Un homme qui entrave ma route et que je vais essayer de supprimer avant qu'il ne me supprime. Je vise de mon mieux, longuement, jusqu'à ce que le tremblement de ma main se dissipe et qu'elle devienne dure et insensible comme cette tige de bambou. Et puis tout se déroule sans que j'aie plus à le décider. J'agis en état second. Mes muscles obéissent à ma volonté alors qu'elle a cessé d'être effective. Comme le cerveau électronique d'un robot a enregistré un ordre et l'exécute, mon corps hypertendu accomplit mon dessein. J'ai un rush terrible, de félin. Le plus moche, ce sont les sons dans ces cas-là.
Il y a un bruit hideux de vessie crevée. Un début de plainte escamotée. Et c'est le silence, une fraction d'infini solidifié sous la lune. Enfin, la rumeur de la nuit reprend, avec ses insectes, ses frissons étranges, le chuchotement des branchages, les cris désemparés d'animaux inconnus dont on devine la présence furtive. Je lâche mon bambou planté dans la gorge de l'homme. C'est un trait d'union effroyable, Il me communique par ses vibrations l'agonie de ma victime. Je crois que c'était son horoscope qui donnait de la bande.
Je rampe jusqu'au soldat mort. Je ne pense pas qu'il ait souffert. Tout cela a été si fulgurant ! Il n'a pas eu le temps de comprendre ce qui se passait. La mort qui le guettait a bondi en lui et l'a dévasté en un éclair. Je m'empare de son fusil. Y a pas à dire, c'est tout de même mieux qu'une canne de bambou. Je coiffe son casque.

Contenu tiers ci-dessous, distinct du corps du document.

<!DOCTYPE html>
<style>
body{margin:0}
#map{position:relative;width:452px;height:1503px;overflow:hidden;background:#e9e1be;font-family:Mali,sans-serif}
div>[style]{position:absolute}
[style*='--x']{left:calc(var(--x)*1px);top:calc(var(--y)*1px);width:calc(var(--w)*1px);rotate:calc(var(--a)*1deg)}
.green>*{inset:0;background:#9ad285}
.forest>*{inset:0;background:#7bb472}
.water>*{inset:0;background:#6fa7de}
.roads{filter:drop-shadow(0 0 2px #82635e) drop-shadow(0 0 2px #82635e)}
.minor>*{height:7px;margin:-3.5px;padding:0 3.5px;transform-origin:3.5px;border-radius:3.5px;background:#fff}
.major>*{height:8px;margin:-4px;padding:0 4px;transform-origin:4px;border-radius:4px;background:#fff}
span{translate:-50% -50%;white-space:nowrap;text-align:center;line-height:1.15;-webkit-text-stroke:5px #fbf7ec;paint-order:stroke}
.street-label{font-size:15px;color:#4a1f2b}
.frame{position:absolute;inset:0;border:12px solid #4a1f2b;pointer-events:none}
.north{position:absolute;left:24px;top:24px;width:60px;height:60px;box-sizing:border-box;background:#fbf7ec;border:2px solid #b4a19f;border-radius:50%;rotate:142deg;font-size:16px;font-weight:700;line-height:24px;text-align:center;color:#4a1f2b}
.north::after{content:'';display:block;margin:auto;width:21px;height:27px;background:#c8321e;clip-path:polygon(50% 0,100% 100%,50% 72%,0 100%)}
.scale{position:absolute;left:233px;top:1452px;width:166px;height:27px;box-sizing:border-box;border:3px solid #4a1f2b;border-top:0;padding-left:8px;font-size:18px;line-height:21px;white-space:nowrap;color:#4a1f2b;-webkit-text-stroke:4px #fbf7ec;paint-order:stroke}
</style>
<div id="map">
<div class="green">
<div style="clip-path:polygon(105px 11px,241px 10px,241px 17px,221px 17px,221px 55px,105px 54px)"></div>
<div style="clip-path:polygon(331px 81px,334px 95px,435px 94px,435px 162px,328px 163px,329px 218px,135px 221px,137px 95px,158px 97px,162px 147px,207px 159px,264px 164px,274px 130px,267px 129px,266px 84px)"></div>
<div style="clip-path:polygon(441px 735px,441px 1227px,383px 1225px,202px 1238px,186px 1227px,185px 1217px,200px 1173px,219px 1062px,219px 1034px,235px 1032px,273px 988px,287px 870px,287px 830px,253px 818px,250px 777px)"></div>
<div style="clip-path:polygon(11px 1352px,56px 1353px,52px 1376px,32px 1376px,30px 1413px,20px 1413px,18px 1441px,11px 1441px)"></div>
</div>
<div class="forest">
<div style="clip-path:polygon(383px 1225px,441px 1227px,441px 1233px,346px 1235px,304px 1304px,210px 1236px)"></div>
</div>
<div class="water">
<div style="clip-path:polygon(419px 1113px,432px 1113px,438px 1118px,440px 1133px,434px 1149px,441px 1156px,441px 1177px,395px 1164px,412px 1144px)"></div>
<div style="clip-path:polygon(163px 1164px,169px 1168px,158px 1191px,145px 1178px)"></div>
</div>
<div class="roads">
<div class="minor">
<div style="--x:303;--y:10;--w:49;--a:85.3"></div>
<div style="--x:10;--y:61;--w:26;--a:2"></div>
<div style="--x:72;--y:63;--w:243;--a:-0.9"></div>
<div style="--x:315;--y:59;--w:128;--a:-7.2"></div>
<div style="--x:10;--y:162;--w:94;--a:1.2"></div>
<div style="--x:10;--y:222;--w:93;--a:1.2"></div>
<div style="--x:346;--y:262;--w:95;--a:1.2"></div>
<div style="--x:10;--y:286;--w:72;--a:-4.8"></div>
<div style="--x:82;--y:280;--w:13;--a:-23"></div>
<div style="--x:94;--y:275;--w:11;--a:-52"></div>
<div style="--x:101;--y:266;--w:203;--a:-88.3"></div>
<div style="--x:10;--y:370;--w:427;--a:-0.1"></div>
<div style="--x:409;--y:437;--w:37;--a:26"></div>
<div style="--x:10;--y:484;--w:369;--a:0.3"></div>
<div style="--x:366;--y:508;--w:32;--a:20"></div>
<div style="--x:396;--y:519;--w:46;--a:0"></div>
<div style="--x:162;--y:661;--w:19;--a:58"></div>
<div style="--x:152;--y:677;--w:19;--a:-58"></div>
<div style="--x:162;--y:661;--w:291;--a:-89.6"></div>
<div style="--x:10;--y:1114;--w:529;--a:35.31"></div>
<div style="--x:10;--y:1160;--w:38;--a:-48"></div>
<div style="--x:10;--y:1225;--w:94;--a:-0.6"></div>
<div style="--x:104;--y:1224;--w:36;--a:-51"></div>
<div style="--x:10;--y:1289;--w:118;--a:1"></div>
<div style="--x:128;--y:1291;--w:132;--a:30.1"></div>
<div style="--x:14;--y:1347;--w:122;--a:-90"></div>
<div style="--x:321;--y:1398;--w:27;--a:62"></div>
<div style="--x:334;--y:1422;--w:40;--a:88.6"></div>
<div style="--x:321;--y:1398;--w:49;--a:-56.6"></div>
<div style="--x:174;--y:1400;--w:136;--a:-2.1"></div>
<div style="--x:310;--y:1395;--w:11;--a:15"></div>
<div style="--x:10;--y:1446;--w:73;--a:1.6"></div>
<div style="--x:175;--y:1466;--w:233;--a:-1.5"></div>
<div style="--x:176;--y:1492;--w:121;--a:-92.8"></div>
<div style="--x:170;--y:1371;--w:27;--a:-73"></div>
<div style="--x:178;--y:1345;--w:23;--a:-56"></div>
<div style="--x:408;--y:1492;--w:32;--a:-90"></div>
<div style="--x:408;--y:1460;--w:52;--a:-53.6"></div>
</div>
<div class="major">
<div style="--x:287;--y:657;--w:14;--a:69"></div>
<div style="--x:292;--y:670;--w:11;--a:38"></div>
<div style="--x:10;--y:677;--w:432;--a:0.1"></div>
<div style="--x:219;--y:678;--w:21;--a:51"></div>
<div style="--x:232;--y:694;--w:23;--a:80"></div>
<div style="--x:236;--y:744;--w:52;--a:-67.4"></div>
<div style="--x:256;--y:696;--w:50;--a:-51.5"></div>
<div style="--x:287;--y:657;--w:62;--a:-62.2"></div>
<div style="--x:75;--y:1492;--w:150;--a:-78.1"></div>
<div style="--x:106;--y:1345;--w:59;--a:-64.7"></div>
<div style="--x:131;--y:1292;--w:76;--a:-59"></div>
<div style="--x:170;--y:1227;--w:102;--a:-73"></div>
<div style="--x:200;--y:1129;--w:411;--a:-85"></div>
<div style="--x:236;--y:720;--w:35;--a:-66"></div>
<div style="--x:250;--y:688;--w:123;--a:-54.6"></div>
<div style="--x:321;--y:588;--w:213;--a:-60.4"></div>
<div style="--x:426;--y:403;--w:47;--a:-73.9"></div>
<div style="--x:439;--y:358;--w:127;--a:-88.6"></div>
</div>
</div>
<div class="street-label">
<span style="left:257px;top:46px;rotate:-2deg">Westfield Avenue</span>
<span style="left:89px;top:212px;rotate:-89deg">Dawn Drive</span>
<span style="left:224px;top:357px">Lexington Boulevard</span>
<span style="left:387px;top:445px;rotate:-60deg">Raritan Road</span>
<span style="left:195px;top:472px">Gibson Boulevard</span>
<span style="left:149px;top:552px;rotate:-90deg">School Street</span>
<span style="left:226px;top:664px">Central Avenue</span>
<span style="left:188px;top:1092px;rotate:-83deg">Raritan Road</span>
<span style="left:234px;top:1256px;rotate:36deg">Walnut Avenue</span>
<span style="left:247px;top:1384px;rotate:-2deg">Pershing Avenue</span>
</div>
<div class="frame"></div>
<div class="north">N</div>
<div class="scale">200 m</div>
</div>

Un peu juste pour ma tronche, mais ce qui compte c'est la silhouette. Un fusil à l'épaule et un casque sur la bouille, de nuit j'ai la découpe d'un militaire. Je gagne l'abri d'un baraquement, puis je me dresse. Allons, te voici au cœur de la place, San-Antonio. On dirait que ça repasse plutôt bien. M'est avis que mon ange gardien a pris l'avion suivant pour me rejoindre. Maintenant il est à pied d'œuvre : on fait du bon boulot, lui et moi. Je me repère. Le camp est silencieux. Quelques lumières brillent dans certains baraquements, mais les artères sont vides. Je me dirige vers le bâtiment servant de prison. La porte est grillagée, à cause des bestioles folâtres. Comme l'endroit péché par la ventilation, les zigs de l'intérieur s'aèrent comme ils le peuvent. A travers les fines mailles du grillage, je peux admirer l'intérieur du poste. Sur deux lits de camp : deux dormeurs. A la table, deux factionnaires éveillés jouent aux cartes.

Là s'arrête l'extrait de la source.